The starting gun is fired and Quique Llopis (22), the favorite of the 60 hurdles, goes wrong and on the wrong foot.

Overwhelmed, he accelerates, tries to make up for lost time but is behind, and stumbles at the third hurdle, unbalances at the fourth and dismounts at the fifth.

The fall is spectacular, tall as he is.

And for a few seconds, the chronicler thinks:

-You missed a success.

And then he passes to another state, that of genuine concern, because Llopis has remained on his back and does not move, he seems unconscious and the judge who arrives first requests the attention of the doctors, and the stretcher-bearers enter with the stretcher and tie him up. and they take him to the hospital.

He will spend the night under observation.

Doctor Juan Manuel Alonso, close to the Spanish Federation, communicates that Llopis suffers a thoracic and cranial trauma and a concussion.

“The first radiological tests show no neurological or bone injury. He will remain under observation overnight as a precaution,” the doctor tweeted.

-It seems that Llopis is fine. He has suffered a concussion but has quickly regained consciousness and complains of muscle pain, this is normal and shows that he is fine. The important thing is that he doesn’t have any serious injuries,” says José Peiró, the Spanish coach, later.

Peiró takes the opportunity to say more things.

He says that he is not entirely satisfied with the balance of the Spaniards.

-I liked the attitude, but not the results.

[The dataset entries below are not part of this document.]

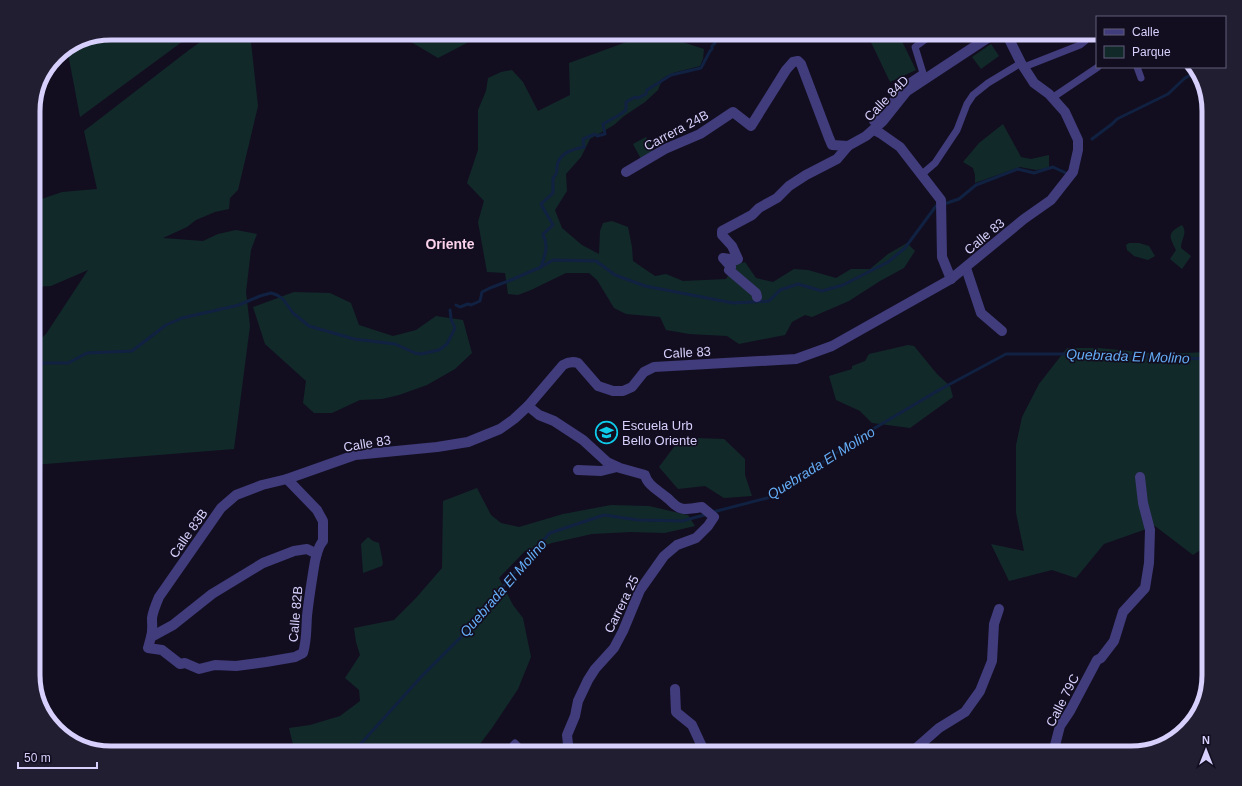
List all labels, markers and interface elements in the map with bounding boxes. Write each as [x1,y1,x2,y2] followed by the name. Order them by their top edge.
[1096,16,1226,68] legend
[1132,25,1160,39] text: Calle
[1132,45,1171,59] text: Parque
[861,73,912,124] street label: Calle 84D
[641,107,711,154] street label: Carrera 24B
[961,215,1007,257] street label: Calle 83
[425,236,475,252] district label: Oriente
[663,344,711,361] street label: Calle 83
[1066,346,1190,366] water label: Quebrada El Molino
[622,418,697,448] place label: Escuela Urb Bello Oriente
[594,419,620,445] school or university icon: Escuela Urb Bello Oriente
[764,423,878,503] water label: Quebrada El Molino
[342,432,392,455] street label: Calle 83
[166,506,211,561] street label: Calle 83B
[456,536,550,640] water label: Quebrada El Molino
[601,573,642,635] street label: Carrera 25
[286,585,305,643] street label: Calle 82B
[1043,671,1082,729] street label: Calle 79C
[1186,730,1226,770] north arrow
[1202,734,1210,746] text: N
[18,744,97,770] scale bar
[24,751,51,765] text: 50 m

Spain leaves Istanbul with two podiums, the gold for Adrián Ben and the silver for Adel Mechaal, and has also fired another five shots at the post: Esther Guerrero and Jesús Gómez (both in 1,500), Lorea Ibarzábal (800), Óscar Husillos (400) and the relay.

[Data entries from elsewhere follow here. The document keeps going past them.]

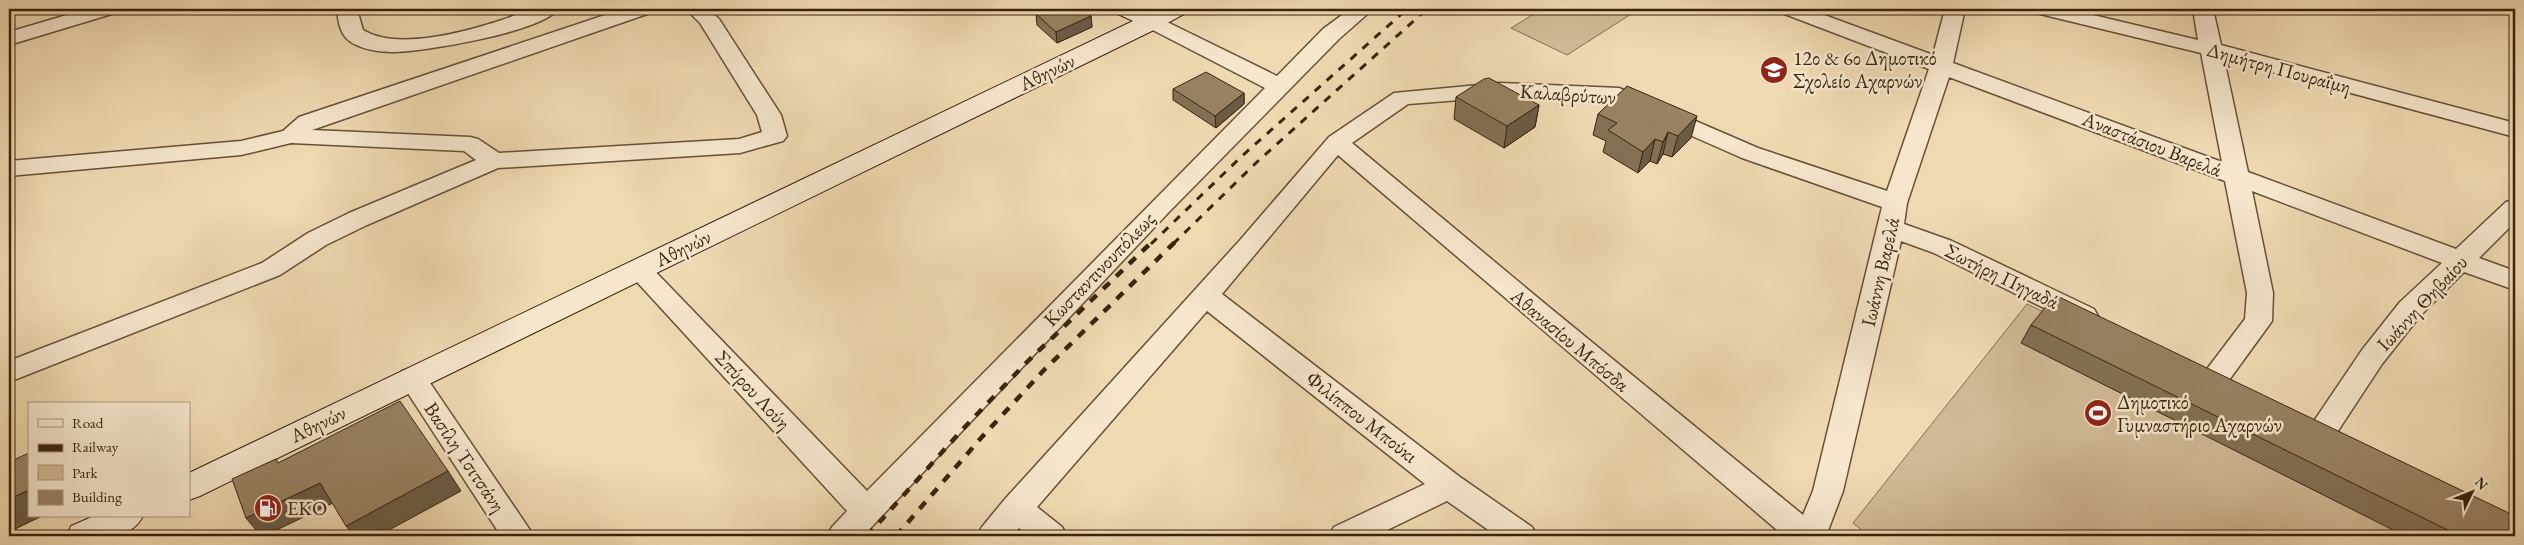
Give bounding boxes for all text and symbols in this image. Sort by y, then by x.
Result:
street label: Δημήτρη Πουραΐμη [2204,36,2354,100]
place label: 12ο & 6ο Δημοτικό Σχολείο Αχαρνών [1793,45,1937,94]
street label: Αθηνών [1014,47,1079,97]
school or university icon: 12ο & 6ο Δημοτικό Σχολείο Αχαρνών [1759,55,1789,85]
street label: Καλαβρύτων [1519,78,1617,110]
street label: Αναστάσιου Βαρελά [2078,105,2226,183]
street label: Κωσταντινουπόλεως [1038,206,1161,332]
street label: Ιωάννη Βαρελά [1855,214,1905,329]
street label: Αθηνών [650,223,715,273]
street label: Σωτήρη Πηγαδά [1941,237,2064,315]
street label: Ιωάννη Θηβαίου [2371,250,2473,356]
street label: Αθανασίου Μπόσδα [1505,282,1635,398]
street label: Σπύρου Λούη [709,345,797,435]
street label: Φιλίππου Μπούκι [1301,365,1423,469]
place label: Δημοτικό Γυμναστήριο Αχαρνών [2117,389,2282,438]
street label: Βασίλη Τσιτσάνη [419,397,511,517]
sports icon: Δημοτικό Γυμναστήριο Αχαρνών [2083,398,2113,428]
street label: Αθηνών [285,399,350,449]
legend [28,402,190,518]
text: Road [72,413,104,432]
text: Railway [72,437,119,456]
text: Park [72,463,99,482]
north arrow [2446,468,2496,518]
text: N [2471,473,2492,494]
text: Building [72,487,122,506]
fuel station icon: EKO [253,493,283,523]
place label: EKO [287,495,327,521]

-I think that our athleticism was for more, although I celebrate the good attitude of the team, as in the case of Quique Llopis himself, who has fought to the last fence, or Lorea Ibarzábal, who has improved herself and has stayed behind. two hundredths of the bronze. Or like the relievers: two young guys have shown that they can be counted on.

The relief deserves a point and aside.

At the last post of the 4×400, David García, a 17-year-old teenager whose back had been projected by a maroon, got stuck: he had received the baton in the lead, ahead of the Belgians, French and Dutch, but had not withstood the onslaught of the bulls and, blocked, he closed the last hundred in 13.30 and fell off the podium.

Chocolate medal for the relay of Husillos, Markel Fernández, Lucas Búa and García (3m06s87, three tenths off the podium: Belgium wins, and then France and the Netherlands), a disappointment for the powerful team that had appeared in Istanbul aspiring to everything and that, as the days passed, he had had to reset after suffering injuries to Iñaki Cañal and Manuel Guijarro.

But we have made the grade. And for those who thought that we would not be there, that we would not fight because we had a 17-year-old boy and another 20-year-old (Markel Fernández), well, we have shown that they were wrong, says Husillos.

Husillos occupies the role of natural leader of the team, since he has three European podiums and is the best Spanish four-hundred-year-old of the present. And as a closing, he says:

-This is the embryo of a team prepared to be European champion in the future.